The scenario
You plug your laptop into a corporate network or a public hotspot. The connection indicator turns green, but your package manager hangs on metadata downloads. Your browser loads some sites but fails on others. The network interface is up, but name resolution is broken. You need to point Fedora at a specific DNS server, but editing /etc/resolv.conf stopped working years ago. The system ignores your changes, or a reboot wipes them out. You need a reliable way to configure DNS that survives connection changes and aligns with how Fedora actually routes queries.
How Fedora handles DNS
Fedora uses NetworkManager to manage network interfaces and systemd-resolved to handle DNS queries. These two services work in a pipeline. NetworkManager talks to DHCP servers, pulls down IP addresses, routes, and DNS server addresses, then passes that information to systemd-resolved. The resolver caches queries, validates DNSSEC signatures, and maintains a local stub resolver at /run/systemd/resolve/stub-resolv.conf. That stub file listens on 127.0.0.53 and forwards queries to the upstream servers NetworkManager provided.

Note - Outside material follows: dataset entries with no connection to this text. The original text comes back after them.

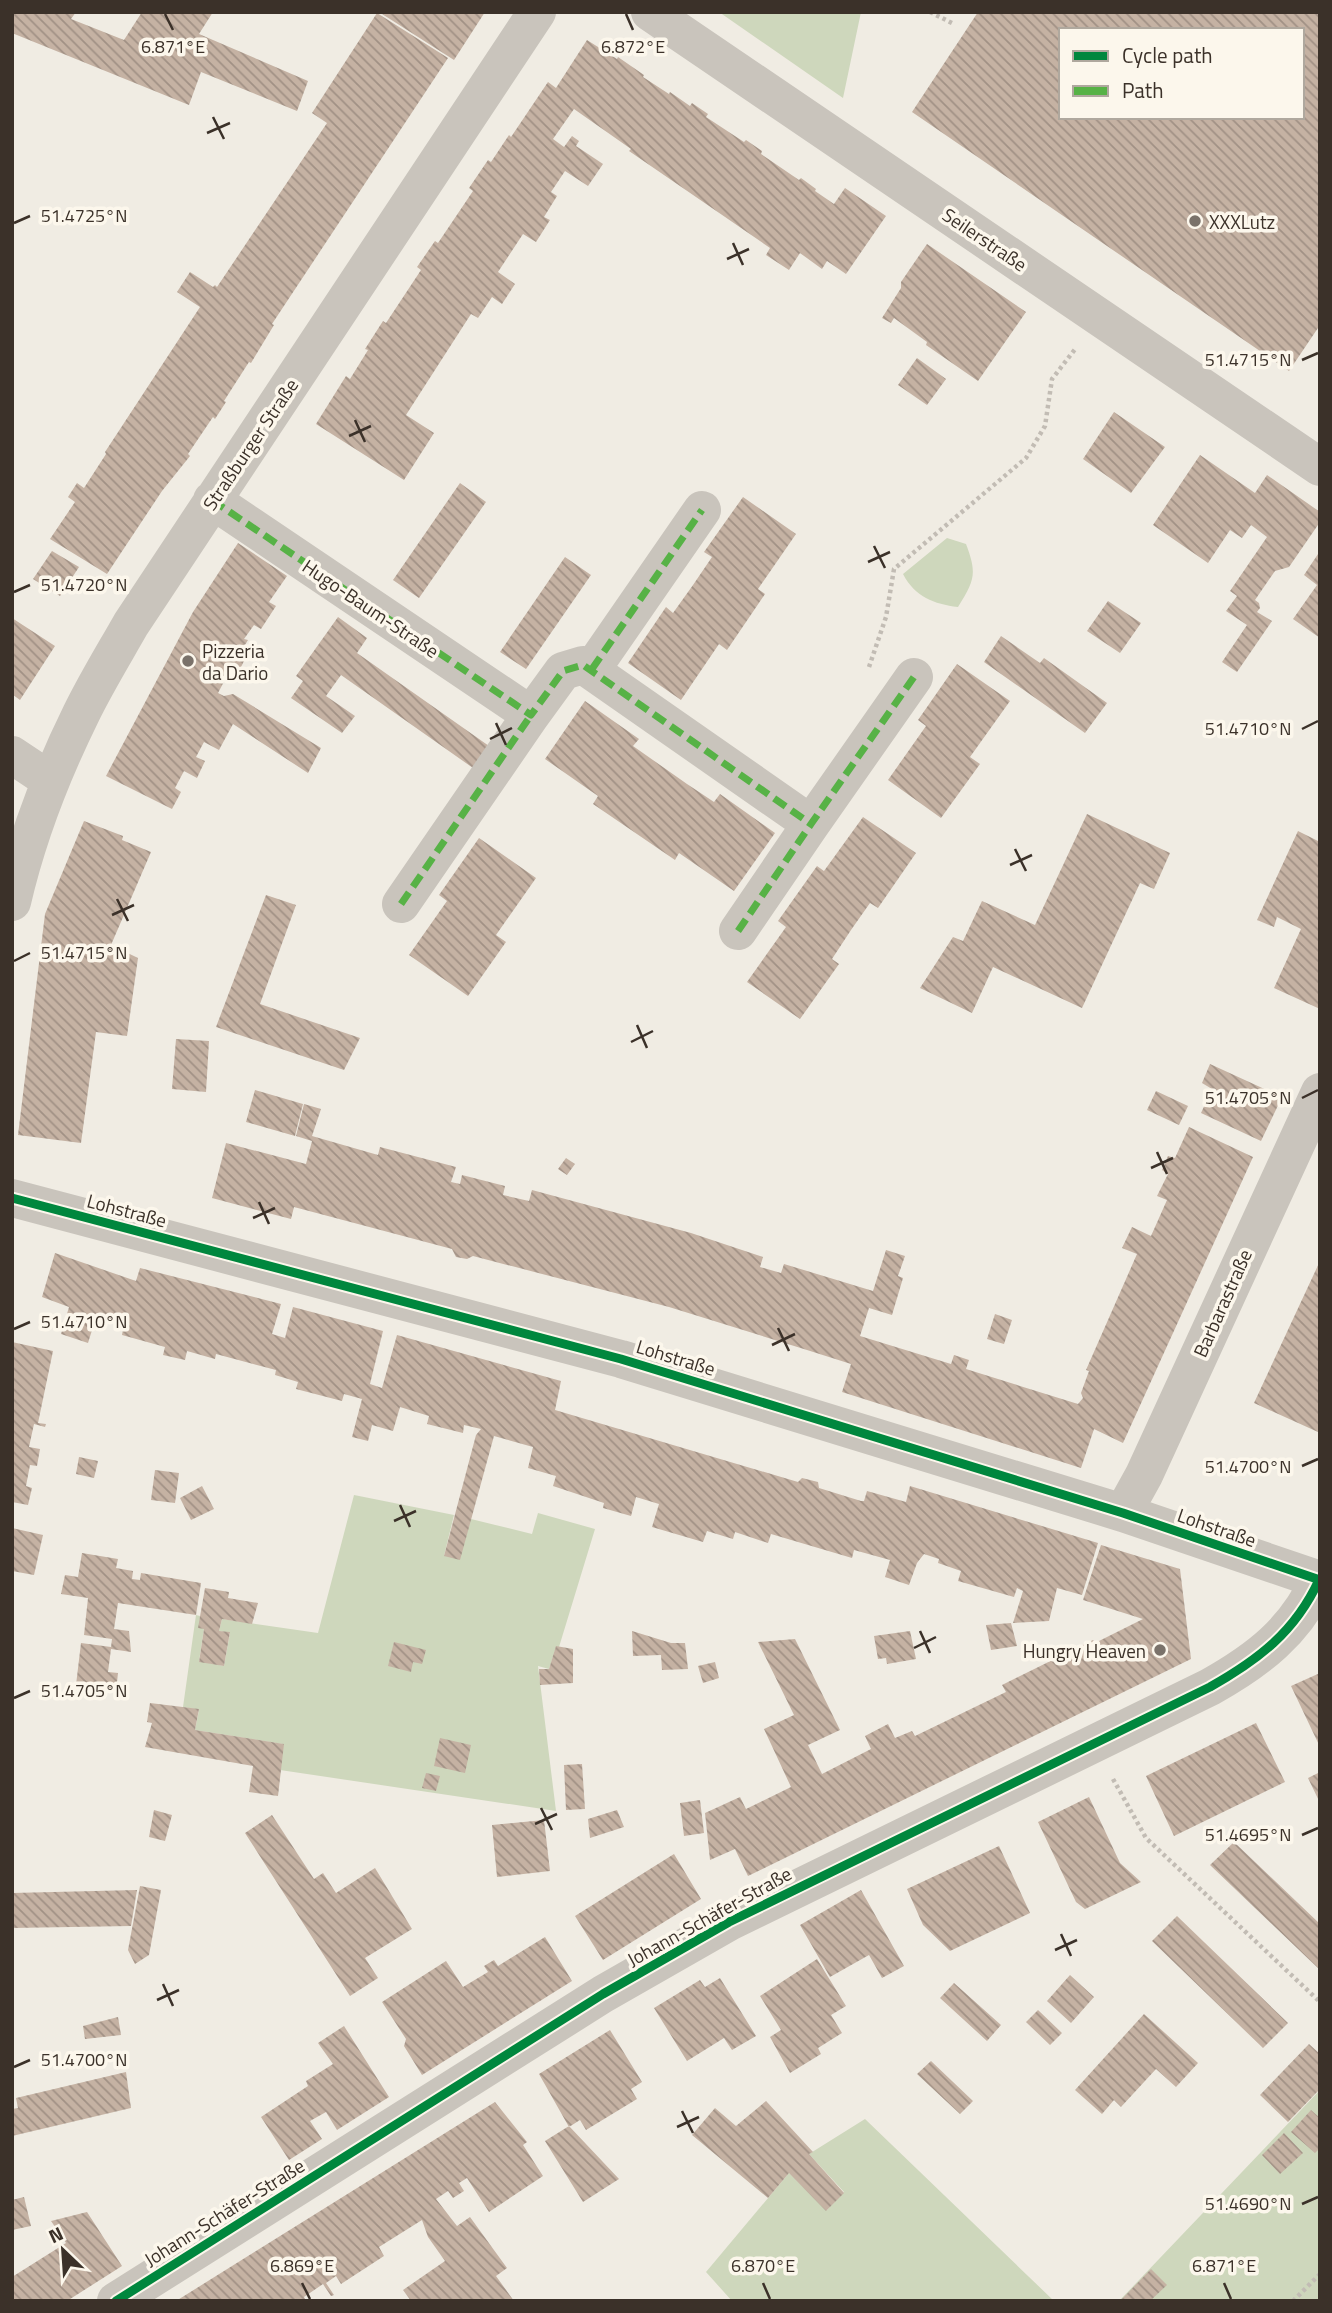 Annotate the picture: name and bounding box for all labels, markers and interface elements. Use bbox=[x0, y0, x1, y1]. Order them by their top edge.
legend bbox=[1059, 28, 1304, 119]
text: 6.871°E bbox=[141, 33, 205, 60]
text: 6.872°E bbox=[601, 33, 665, 60]
text: Cycle path bbox=[1122, 39, 1213, 71]
text: Path bbox=[1122, 74, 1164, 106]
street label: Seilerstraße bbox=[937, 200, 1033, 278]
text: 51.4725°N bbox=[41, 202, 127, 229]
place label: XXXLutz bbox=[1209, 207, 1275, 236]
marker: XXXLutz bbox=[1187, 213, 1203, 229]
text: 51.4715°N bbox=[1205, 346, 1291, 373]
street label: Straßburger Straße bbox=[195, 372, 305, 516]
street label: Hugo-Baum-Straße bbox=[297, 551, 445, 665]
text: 51.4720°N bbox=[41, 571, 127, 598]
place label: Pizzeria da Dario bbox=[202, 636, 268, 687]
marker: Pizzeria da Dario bbox=[180, 653, 196, 669]
text: 51.4710°N bbox=[1205, 715, 1291, 742]
text: 51.4715°N bbox=[41, 939, 127, 966]
text: 51.4705°N bbox=[1205, 1084, 1291, 1111]
street label: Lohstraße bbox=[84, 1185, 170, 1235]
street label: Barbarastraße bbox=[1185, 1244, 1259, 1362]
text: 51.4710°N bbox=[41, 1308, 127, 1335]
street label: Lohstraße bbox=[633, 1331, 719, 1383]
text: 51.4700°N bbox=[1205, 1453, 1291, 1480]
street label: Lohstraße bbox=[1174, 1500, 1260, 1554]
place label: Hungry Heaven bbox=[1023, 1636, 1146, 1665]
marker: Hungry Heaven bbox=[1152, 1642, 1168, 1658]
text: 51.4705°N bbox=[41, 1677, 127, 1704]
text: 51.4695°N bbox=[1205, 1821, 1291, 1848]
street label: Johann-Schäfer-Straße bbox=[621, 1859, 797, 1973]
text: 51.4700°N bbox=[41, 2046, 127, 2073]
street label: Johann-Schäfer-Straße bbox=[138, 2151, 310, 2273]
text: 51.4690°N bbox=[1205, 2190, 1291, 2217]
north arrow bbox=[28, 2215, 98, 2285]
text: N bbox=[44, 2218, 68, 2250]
text: 6.869°E bbox=[270, 2252, 334, 2279]
text: 6.870°E bbox=[731, 2252, 795, 2279]
text: 6.871°E bbox=[1192, 2252, 1256, 2279]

The file /etc/resolv.conf is a symbolic link pointing to that stub resolver. If you break the symlink and create a static file, systemd-resolved stops updating it. The next DHCP lease renewal or reboot leaves you with stale IP addresses or complete resolution failures. You must configure DNS through the tools that control the pipeline. NetworkManager handles per-connection routing. systemd-resolved handles global fallbacks and caching. They share state through D-Bus, not through static text files.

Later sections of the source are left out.